India is exploring setting up a new payments mechanism for trade with Iran, as state banks remain fearful of handling payments from Tehran in case the United States imposes a fresh financial embargo.
Under previous Western sanctions, India had devised a barter-like scheme acceptable to Washington that allowed it to make some oil payments to Tehran in rupees through a small state bank, UCO Bank.
Indian companies were then able to receive payments for goods exported to Iran using the oil money held in non-convertible rupee balances at UCO, maintaining a trade lifeline between two countries with long historical ties.

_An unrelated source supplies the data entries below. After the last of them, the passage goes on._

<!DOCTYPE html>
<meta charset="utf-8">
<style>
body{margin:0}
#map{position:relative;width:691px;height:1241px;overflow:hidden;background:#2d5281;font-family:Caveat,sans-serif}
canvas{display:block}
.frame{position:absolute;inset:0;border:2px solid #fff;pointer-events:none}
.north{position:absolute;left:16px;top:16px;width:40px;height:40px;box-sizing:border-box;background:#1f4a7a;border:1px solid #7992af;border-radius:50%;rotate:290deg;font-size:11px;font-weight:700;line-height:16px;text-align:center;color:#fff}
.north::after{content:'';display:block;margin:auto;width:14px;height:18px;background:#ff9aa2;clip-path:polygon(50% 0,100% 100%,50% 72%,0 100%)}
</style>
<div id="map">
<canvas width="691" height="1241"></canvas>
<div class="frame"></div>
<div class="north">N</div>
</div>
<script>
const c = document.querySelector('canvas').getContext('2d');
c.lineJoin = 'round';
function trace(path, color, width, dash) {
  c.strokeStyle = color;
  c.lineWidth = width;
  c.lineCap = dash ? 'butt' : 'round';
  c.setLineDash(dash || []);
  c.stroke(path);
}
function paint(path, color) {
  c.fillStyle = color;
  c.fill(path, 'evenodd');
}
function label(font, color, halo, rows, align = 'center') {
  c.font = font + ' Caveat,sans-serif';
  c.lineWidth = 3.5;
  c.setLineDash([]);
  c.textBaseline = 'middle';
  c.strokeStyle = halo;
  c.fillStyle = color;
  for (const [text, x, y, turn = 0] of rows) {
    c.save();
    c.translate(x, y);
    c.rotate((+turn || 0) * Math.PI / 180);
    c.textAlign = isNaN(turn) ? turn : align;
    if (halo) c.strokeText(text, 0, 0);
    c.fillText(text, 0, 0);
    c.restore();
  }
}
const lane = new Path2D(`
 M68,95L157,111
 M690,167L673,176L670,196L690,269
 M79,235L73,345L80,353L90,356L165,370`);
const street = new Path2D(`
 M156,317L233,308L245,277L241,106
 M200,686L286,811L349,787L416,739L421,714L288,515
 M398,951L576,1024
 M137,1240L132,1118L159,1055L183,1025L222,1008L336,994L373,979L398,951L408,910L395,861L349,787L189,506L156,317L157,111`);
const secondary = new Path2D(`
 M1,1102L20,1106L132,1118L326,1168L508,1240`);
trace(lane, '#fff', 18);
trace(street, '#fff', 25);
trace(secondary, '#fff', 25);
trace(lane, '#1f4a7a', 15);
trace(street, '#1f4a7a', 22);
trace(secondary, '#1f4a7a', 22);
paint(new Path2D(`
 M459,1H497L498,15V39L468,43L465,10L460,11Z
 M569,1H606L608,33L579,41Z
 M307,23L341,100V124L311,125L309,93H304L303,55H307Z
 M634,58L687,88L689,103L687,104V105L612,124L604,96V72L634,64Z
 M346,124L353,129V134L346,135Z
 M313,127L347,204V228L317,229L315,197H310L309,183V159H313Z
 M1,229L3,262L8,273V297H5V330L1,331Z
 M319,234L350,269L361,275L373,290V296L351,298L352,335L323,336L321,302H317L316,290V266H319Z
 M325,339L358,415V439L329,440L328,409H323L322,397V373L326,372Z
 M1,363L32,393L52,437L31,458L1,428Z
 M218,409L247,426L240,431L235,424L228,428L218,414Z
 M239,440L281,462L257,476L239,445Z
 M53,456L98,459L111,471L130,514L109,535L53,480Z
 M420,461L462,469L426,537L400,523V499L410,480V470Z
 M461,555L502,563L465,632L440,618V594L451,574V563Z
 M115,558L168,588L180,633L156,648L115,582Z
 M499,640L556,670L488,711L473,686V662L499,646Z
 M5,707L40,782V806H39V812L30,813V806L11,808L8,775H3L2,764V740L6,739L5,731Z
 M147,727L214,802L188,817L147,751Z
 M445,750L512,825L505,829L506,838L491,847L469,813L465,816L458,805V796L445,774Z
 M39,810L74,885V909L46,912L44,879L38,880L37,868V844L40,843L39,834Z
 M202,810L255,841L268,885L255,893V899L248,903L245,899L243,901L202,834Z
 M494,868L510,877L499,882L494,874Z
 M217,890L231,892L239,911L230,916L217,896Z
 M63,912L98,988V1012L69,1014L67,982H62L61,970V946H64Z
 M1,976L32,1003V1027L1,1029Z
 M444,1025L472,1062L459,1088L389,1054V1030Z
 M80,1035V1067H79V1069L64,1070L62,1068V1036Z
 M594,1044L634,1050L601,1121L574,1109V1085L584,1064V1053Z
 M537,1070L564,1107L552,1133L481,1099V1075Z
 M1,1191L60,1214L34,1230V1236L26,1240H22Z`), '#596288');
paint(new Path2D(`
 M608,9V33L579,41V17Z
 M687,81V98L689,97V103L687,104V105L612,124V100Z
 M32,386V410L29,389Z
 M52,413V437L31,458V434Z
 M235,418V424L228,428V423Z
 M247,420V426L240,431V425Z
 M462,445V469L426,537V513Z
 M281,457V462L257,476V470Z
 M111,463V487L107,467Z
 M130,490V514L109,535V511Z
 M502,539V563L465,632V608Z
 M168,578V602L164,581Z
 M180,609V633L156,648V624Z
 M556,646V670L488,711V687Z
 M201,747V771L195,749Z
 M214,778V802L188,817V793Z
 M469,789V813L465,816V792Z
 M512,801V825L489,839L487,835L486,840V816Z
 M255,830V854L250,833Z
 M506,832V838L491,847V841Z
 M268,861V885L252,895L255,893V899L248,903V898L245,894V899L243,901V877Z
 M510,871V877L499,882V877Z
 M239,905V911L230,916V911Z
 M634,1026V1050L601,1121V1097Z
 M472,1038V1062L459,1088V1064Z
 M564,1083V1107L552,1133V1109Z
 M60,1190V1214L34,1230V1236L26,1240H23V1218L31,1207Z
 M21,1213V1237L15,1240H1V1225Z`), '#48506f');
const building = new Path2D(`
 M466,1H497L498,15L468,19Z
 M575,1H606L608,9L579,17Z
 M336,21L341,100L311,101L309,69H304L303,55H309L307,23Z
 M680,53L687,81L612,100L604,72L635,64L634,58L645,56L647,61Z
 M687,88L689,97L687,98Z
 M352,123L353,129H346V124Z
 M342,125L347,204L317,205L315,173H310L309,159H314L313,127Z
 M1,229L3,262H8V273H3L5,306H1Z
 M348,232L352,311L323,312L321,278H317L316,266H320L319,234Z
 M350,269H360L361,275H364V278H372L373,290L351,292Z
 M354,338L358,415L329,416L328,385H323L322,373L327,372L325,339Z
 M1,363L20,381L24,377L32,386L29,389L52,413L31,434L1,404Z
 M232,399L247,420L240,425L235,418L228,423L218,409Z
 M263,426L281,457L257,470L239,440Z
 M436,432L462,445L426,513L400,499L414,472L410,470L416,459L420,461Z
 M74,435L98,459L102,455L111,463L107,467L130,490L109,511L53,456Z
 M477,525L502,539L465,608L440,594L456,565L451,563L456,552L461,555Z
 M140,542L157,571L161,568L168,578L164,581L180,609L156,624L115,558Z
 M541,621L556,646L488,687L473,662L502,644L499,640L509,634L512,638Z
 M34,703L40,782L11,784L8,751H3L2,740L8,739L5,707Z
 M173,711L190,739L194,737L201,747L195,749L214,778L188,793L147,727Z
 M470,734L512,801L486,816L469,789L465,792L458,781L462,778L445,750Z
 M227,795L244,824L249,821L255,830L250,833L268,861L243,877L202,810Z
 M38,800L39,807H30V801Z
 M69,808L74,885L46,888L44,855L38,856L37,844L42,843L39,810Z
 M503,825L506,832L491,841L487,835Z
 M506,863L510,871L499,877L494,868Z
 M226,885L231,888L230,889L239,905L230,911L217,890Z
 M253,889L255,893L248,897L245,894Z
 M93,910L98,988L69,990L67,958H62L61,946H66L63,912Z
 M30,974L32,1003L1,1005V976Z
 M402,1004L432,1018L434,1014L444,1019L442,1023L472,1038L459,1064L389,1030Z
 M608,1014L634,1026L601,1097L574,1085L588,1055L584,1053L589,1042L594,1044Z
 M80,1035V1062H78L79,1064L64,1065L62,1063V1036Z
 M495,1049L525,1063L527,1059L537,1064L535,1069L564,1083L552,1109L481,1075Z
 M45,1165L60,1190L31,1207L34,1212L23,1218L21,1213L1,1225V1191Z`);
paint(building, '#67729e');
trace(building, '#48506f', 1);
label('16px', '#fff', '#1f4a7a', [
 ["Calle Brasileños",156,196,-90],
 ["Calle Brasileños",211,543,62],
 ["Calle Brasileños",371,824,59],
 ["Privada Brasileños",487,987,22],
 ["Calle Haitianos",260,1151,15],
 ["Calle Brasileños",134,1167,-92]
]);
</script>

But since sanctions were partly lifted early last year following a landmark nuclear deal between Tehran and world powers in 2015, the rupee account has been run down by more than 90 percent to just 20 billion rupees ($305 million) because Indian refiners have resumed paying for Iranian oil in euros.
“We are working on a mechanism through euros and looking for a common correspondent bank in Europe to act as an intermediary for India and Iran,” said R.K. Takkar, chairman of UCO Bank.
“The euro payment system has not yet crystallized,” he said, adding the government was working to find a solution.
The Reserve Bank of India (RBI) said some Iranian banks had applied to open branches in India, but gave no indication when it might approve settlement of trade with Iran in currencies other than the rupee.
“Due to the geopolitical situation around Iran, and international sanctions-related measures, correspondent banking relationships are difficult,” the central bank said in a written reply to questions submitted by Reuters.
“The Reserve Bank has facilitated payment for Indian exporters by permitting special arrangements for rupee-based settlements.”